▶ Your task
Take the records underneath and set them down exactly.

▶ Data in this exercise
═══
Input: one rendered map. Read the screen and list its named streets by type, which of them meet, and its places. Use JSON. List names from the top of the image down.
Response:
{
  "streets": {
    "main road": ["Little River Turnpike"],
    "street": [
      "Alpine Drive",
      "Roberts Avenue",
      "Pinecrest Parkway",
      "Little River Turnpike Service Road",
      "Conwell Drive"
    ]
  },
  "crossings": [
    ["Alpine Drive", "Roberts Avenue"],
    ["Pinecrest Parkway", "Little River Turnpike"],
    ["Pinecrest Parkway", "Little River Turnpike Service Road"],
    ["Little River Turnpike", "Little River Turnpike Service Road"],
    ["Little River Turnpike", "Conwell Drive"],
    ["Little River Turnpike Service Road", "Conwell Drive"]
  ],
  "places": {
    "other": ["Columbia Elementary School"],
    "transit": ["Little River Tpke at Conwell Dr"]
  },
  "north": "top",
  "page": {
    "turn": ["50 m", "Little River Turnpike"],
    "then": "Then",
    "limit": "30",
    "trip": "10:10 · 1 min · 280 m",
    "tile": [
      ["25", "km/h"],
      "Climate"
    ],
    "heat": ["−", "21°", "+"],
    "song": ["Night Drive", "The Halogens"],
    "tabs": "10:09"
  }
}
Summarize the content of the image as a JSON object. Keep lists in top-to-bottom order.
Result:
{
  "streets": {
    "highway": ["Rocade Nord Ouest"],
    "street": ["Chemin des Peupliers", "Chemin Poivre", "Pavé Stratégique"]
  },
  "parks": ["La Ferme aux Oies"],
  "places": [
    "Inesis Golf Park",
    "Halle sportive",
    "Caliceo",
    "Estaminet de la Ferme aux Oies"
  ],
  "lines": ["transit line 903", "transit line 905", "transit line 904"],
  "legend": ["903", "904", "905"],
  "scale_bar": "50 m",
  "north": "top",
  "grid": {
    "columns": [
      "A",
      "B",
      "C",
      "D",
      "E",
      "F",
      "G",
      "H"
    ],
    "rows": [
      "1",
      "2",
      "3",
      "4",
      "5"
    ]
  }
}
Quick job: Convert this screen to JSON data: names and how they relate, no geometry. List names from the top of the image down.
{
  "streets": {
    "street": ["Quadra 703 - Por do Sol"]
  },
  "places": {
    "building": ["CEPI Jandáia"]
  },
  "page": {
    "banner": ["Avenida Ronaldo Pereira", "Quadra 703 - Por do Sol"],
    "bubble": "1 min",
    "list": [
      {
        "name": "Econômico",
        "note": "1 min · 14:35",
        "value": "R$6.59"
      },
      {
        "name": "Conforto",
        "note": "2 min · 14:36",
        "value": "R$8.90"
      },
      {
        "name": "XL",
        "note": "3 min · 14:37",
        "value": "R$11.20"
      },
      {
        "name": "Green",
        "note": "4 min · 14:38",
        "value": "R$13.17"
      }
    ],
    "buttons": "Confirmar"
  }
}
═══
▶ Reply to the task
Input: one rendered map. Read the screen and list its named streets by type, which of them meet, and its places. Use JSON. List names from the top of the image down.
Response:
{
  "streets": {
    "main road": ["Little River Turnpike"],
    "street": [
      "Alpine Drive",
      "Roberts Avenue",
      "Pinecrest Parkway",
      "Little River Turnpike Service Road",
      "Conwell Drive"
    ]
  },
  "crossings": [
    ["Alpine Drive", "Roberts Avenue"],
    ["Pinecrest Parkway", "Little River Turnpike"],
    ["Pinecrest Parkway", "Little River Turnpike Service Road"],
    ["Little River Turnpike", "Little River Turnpike Service Road"],
    ["Little River Turnpike", "Conwell Drive"],
    ["Little River Turnpike Service Road", "Conwell Drive"]
  ],
  "places": {
    "other": ["Columbia Elementary School"],
    "transit": ["Little River Tpke at Conwell Dr"]
  },
  "north": "top",
  "page": {
    "turn": ["50 m", "Little River Turnpike"],
    "then": "Then",
    "limit": "30",
    "trip": "10:10 · 1 min · 280 m",
    "tile": [
      ["25", "km/h"],
      "Climate"
    ],
    "heat": ["−", "21°", "+"],
    "song": ["Night Drive", "The Halogens"],
    "tabs": "10:09"
  }
}
Summarize the content of the image as a JSON object. Keep lists in top-to-bottom order.
Result:
{
  "streets": {
    "highway": ["Rocade Nord Ouest"],
    "street": ["Chemin des Peupliers", "Chemin Poivre", "Pavé Stratégique"]
  },
  "parks": ["La Ferme aux Oies"],
  "places": [
    "Inesis Golf Park",
    "Halle sportive",
    "Caliceo",
    "Estaminet de la Ferme aux Oies"
  ],
  "lines": ["transit line 903", "transit line 905", "transit line 904"],
  "legend": ["903", "904", "905"],
  "scale_bar": "50 m",
  "north": "top",
  "grid": {
    "columns": [
      "A",
      "B",
      "C",
      "D",
      "E",
      "F",
      "G",
      "H"
    ],
    "rows": [
      "1",
      "2",
      "3",
      "4",
      "5"
    ]
  }
}
Quick job: Convert this screen to JSON data: names and how they relate, no geometry. List names from the top of the image down.
{
  "streets": {
    "street": ["Quadra 703 - Por do Sol"]
  },
  "places": {
    "building": ["CEPI Jandáia"]
  },
  "page": {
    "banner": ["Avenida Ronaldo Pereira", "Quadra 703 - Por do Sol"],
    "bubble": "1 min",
    "list": [
      {
        "name": "Econômico",
        "note": "1 min · 14:35",
        "value": "R$6.59"
      },
      {
        "name": "Conforto",
        "note": "2 min · 14:36",
        "value": "R$8.90"
      },
      {
        "name": "XL",
        "note": "3 min · 14:37",
        "value": "R$11.20"
      },
      {
        "name": "Green",
        "note": "4 min · 14:38",
        "value": "R$13.17"
      }
    ],
    "buttons": "Confirmar"
  }
}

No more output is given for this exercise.